I opened my eyes to look at Dad. He was carrying Sabre, the way he had carried me many years ago. His expression still stoic beneath the blue stain and red eyes. Even when sitting in the front row with the full extent of every wolf's pack bond linked to their Alpha, my Dad remained strong.

One day, it would be my turn to be strong for my pack.

When our Departed were sent off, Fluffy reminded us that we did not just send off heroes on the battlefield, these men were everyday heroes too. They were someone's mate, father, son, brother, best friend... for every warrior jacket was worn on a wolf who loved and was loved. We will miss them deeply.

For now, we wear the stain of our grief on our faces, but even as time washes away the visible loss, deep in our hearts, we would always hold them dear.

Fluffy then invited Alpha Kingsley to speak, and Dad had to pass Sabre over to Mum and go up to give a short speech in honor of the departed.

After Dad, it was Beta Lucas' turn, and then Beta Gerald.

I can't remember what they said.

Beta Harvey went up to give a speech on behalf of the Alpha Princess who was recuperating after leading her first war mission. He thanked everyone for their care and concern for my well-being and assured them that every care had been taken towards my recovery. He was certain that I was with them today in spirit.

Hahaha. I felt quite sure that wry smile meant that the pun was very much intended.

"On a personal note, of these eight warriors who had passed before us, two of them were like older brothers to me, three of them shared my regular patrol route, another two used to train with me, one of them was my trainer on my shifting year, and I've had drinks with every one of them." Harvey paused here. It was like he needed a moment to regulate his emotions, "I... It won't be the same without them. But... but for some reason, even though I've prepared this speech ahead of time.."

Harvey folded the crisp white sheet of paper and tucked it back in his jacket, "I cannot help but remember these words that our Alpha Princess had said. And because these words have comforted and sustained me in my current moment of grief, I will share them here. Perhaps these words might also bring you comfort."

I held my breath and waited to hear what I said this time.
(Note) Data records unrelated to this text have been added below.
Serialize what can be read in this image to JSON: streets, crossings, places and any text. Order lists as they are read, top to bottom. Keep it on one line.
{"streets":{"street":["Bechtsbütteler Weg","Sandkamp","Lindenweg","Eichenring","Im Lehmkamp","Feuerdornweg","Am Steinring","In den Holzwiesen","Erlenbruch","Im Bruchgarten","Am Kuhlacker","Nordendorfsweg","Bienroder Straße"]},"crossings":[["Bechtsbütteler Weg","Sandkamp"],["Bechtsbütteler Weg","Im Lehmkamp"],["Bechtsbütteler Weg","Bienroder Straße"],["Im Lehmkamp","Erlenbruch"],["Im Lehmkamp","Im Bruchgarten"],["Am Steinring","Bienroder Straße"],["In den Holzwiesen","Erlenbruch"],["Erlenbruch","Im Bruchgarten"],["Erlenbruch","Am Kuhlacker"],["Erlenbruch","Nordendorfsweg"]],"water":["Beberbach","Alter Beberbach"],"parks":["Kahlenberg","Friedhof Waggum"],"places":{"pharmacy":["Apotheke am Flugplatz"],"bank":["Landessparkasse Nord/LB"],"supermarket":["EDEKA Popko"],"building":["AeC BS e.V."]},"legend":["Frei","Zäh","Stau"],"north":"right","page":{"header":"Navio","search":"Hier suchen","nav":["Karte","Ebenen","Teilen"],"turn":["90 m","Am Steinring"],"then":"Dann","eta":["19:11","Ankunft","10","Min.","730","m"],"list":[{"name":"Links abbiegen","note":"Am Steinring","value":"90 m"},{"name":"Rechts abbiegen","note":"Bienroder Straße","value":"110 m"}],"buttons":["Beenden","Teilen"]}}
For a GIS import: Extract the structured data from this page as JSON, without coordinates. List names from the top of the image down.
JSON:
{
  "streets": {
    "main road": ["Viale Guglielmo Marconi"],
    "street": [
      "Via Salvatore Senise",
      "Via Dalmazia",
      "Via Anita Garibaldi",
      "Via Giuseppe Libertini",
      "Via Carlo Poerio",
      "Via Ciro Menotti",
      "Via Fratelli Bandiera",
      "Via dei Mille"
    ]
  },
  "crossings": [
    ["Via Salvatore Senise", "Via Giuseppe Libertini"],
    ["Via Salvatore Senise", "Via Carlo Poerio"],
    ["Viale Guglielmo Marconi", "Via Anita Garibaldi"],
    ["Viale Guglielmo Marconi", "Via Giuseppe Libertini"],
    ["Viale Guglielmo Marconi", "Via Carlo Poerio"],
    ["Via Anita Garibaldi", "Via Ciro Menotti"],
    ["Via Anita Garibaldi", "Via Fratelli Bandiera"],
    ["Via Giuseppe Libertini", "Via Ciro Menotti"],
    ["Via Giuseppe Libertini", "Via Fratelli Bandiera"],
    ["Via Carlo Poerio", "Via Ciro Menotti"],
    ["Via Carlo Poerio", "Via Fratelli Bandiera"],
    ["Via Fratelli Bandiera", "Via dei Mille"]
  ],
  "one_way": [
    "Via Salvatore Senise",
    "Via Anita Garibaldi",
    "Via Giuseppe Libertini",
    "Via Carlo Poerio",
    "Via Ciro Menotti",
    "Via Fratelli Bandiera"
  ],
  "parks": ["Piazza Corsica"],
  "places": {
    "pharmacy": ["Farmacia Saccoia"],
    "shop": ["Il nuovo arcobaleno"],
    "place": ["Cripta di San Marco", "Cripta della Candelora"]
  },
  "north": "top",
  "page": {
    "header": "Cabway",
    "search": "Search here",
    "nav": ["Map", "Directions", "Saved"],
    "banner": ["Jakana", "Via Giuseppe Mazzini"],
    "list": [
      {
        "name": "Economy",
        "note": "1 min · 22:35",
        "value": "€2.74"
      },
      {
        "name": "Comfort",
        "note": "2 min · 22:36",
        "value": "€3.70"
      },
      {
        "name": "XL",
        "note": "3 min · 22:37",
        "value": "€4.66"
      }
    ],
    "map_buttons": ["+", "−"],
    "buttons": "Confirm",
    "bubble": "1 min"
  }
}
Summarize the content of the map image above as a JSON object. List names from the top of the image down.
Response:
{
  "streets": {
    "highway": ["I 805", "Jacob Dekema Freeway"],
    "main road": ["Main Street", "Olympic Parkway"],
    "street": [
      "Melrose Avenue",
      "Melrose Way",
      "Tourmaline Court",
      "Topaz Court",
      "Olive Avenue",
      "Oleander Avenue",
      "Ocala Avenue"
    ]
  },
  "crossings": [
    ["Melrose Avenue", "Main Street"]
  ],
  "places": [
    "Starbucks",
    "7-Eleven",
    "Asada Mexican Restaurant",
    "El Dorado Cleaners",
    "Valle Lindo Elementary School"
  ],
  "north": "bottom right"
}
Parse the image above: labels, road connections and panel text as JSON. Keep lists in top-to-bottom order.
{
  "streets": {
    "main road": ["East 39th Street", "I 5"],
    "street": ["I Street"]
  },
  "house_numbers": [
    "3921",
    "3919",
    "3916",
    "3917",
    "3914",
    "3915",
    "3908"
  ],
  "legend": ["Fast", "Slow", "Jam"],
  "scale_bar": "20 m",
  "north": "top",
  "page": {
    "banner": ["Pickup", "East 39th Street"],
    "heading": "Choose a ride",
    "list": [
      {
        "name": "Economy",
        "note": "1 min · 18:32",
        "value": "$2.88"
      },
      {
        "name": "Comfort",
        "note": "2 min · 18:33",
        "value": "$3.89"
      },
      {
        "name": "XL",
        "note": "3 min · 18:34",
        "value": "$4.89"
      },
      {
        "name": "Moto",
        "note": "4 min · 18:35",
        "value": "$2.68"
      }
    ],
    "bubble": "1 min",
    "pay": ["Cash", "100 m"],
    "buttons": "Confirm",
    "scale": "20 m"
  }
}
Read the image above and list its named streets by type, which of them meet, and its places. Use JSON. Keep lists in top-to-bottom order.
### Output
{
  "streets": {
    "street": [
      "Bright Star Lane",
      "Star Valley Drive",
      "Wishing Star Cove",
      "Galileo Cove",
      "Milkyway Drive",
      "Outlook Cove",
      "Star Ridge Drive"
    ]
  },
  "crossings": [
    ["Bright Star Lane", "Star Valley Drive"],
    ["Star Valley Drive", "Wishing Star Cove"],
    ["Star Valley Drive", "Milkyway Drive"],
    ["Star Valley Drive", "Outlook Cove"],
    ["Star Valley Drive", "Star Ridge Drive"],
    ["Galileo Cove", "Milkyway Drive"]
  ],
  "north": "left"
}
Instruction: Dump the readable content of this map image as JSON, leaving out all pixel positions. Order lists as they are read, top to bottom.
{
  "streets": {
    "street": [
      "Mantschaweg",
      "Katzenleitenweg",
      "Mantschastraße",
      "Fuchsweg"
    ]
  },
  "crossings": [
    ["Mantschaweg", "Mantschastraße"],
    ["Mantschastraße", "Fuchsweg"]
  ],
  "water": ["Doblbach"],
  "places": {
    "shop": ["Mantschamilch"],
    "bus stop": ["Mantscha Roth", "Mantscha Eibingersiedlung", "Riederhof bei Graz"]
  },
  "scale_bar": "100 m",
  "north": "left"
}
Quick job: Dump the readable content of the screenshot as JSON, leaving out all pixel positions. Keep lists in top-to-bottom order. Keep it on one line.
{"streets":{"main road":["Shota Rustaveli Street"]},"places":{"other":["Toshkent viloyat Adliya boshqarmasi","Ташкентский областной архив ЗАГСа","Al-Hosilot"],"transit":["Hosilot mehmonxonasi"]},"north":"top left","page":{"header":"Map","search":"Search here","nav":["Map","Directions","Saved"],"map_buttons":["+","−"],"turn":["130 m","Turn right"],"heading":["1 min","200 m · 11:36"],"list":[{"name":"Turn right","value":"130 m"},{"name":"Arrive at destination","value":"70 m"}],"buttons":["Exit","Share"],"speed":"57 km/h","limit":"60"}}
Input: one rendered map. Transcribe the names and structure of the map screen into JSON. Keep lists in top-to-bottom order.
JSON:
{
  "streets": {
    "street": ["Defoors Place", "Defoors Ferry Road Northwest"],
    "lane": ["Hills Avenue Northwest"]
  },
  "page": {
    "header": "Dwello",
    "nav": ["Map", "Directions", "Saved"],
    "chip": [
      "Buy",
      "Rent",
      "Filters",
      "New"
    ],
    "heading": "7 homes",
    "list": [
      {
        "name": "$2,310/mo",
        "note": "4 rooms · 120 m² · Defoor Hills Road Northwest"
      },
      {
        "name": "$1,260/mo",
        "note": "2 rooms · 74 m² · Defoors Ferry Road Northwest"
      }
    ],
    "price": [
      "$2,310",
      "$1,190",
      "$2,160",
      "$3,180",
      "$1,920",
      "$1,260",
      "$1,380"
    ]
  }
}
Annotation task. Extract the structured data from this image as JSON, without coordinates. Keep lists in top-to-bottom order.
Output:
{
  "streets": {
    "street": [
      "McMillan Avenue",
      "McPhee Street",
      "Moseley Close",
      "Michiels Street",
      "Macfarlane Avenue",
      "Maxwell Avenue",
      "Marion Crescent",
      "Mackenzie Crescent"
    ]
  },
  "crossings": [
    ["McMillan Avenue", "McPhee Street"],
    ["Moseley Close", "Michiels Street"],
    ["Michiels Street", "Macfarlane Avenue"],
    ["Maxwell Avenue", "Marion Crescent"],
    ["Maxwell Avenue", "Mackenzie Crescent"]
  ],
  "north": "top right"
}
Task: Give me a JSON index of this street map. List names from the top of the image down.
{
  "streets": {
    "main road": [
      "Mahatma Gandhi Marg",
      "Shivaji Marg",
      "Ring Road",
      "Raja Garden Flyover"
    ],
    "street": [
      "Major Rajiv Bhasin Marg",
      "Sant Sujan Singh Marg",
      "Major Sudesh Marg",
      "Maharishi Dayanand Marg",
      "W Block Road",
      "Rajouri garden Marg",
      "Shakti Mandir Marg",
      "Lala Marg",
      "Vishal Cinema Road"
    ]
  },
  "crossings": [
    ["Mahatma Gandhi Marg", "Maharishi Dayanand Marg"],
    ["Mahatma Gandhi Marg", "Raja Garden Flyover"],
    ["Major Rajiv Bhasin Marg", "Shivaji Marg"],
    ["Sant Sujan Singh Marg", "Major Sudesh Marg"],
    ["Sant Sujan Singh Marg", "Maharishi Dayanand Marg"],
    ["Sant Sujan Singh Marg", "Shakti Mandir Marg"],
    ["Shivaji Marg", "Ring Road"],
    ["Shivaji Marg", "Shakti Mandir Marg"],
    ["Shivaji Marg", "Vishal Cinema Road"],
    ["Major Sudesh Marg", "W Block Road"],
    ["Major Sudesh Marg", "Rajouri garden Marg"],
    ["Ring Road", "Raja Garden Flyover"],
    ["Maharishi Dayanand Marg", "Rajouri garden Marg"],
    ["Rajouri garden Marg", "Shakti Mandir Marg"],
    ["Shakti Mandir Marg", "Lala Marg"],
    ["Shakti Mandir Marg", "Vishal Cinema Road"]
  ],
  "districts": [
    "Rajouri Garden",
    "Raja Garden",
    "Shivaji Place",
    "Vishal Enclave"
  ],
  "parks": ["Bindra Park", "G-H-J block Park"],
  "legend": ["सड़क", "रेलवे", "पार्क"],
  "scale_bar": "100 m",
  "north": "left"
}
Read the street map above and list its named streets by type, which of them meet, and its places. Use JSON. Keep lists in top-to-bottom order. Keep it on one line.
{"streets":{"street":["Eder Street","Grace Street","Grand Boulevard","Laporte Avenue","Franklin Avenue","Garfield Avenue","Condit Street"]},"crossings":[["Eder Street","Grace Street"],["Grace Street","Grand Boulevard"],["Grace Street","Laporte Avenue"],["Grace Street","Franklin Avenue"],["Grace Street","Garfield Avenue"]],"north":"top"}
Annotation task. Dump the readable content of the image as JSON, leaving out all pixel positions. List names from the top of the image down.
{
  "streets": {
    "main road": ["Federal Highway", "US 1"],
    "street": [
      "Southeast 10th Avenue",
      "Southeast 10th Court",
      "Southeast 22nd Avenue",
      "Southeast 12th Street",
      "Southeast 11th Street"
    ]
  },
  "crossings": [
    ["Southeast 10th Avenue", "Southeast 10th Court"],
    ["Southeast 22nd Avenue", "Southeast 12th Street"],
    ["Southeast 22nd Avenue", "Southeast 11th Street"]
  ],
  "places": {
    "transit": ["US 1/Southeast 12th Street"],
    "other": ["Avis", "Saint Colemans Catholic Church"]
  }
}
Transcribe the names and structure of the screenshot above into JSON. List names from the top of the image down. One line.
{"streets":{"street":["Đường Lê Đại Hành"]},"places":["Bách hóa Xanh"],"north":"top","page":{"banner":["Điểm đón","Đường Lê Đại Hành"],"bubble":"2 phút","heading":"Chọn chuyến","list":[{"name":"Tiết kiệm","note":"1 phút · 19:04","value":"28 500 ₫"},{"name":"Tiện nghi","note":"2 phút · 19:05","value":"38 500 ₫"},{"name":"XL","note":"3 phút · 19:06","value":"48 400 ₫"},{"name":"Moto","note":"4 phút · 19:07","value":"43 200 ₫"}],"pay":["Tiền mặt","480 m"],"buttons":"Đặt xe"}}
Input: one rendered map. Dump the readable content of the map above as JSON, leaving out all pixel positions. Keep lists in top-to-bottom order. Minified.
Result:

Part of me felt sure it was probably going to be something taken out of context, or that I had thoughtlessly winged, or blurted out in the car. I hope it wouldn't be something embarrassing.

And then Harvey quoted, totally by memory, "Sometimes we have to let go of the past to move forwards. Sometimes we have to remember it to move forwards. But the world is changing everyday and what it is today isn't what it was yesterday. And what it will be tomorrow wouldn't be what it is today. We need to keep running without regrets."

"These were my alpha's words spoken even while she mourned the passing of her grandfather, Alpha Silas of the Night Forest Pack. Just as she had listed three things she felt he had missed, I will also list three things I wished my departed brethren could have lived to see. One, I wish you guys could've seen the new Morning Light Town that we have on our plans. I feel quite sure you'd all have approved of it, the upgraded traffic lights, the upcoming childcare center, the fruit trees that would line First, Third, and Fifth Street. It's going to be amazing."

"Two, I wish you guys could've at least lived to learn the outcome of our war. The warlock has been vanquished, and the rogue army has been completely defeated. Our Morning Light is finally able to rest from the long drawn border conflict that had claimed so many lives since our late Alpha Daniel's passing. We won, guys. We won. Nobody's going to die from going out on patrol anymore." Harvey teared up again at this, but he pushed on.

"But most of all," Harvey paused to take a deep breath, "I wish you guys could've run with our Alpha Princess. I wish..."

Harvey pressed his lips together, his forehead crinkling just a bit, "I wish we could've run together into our new future."

Yeah, me too. At these words, I realized that I was the Alpha. I will protect my wolves' happiness. AND I will carry their momentary pain, and lead them into our new future together.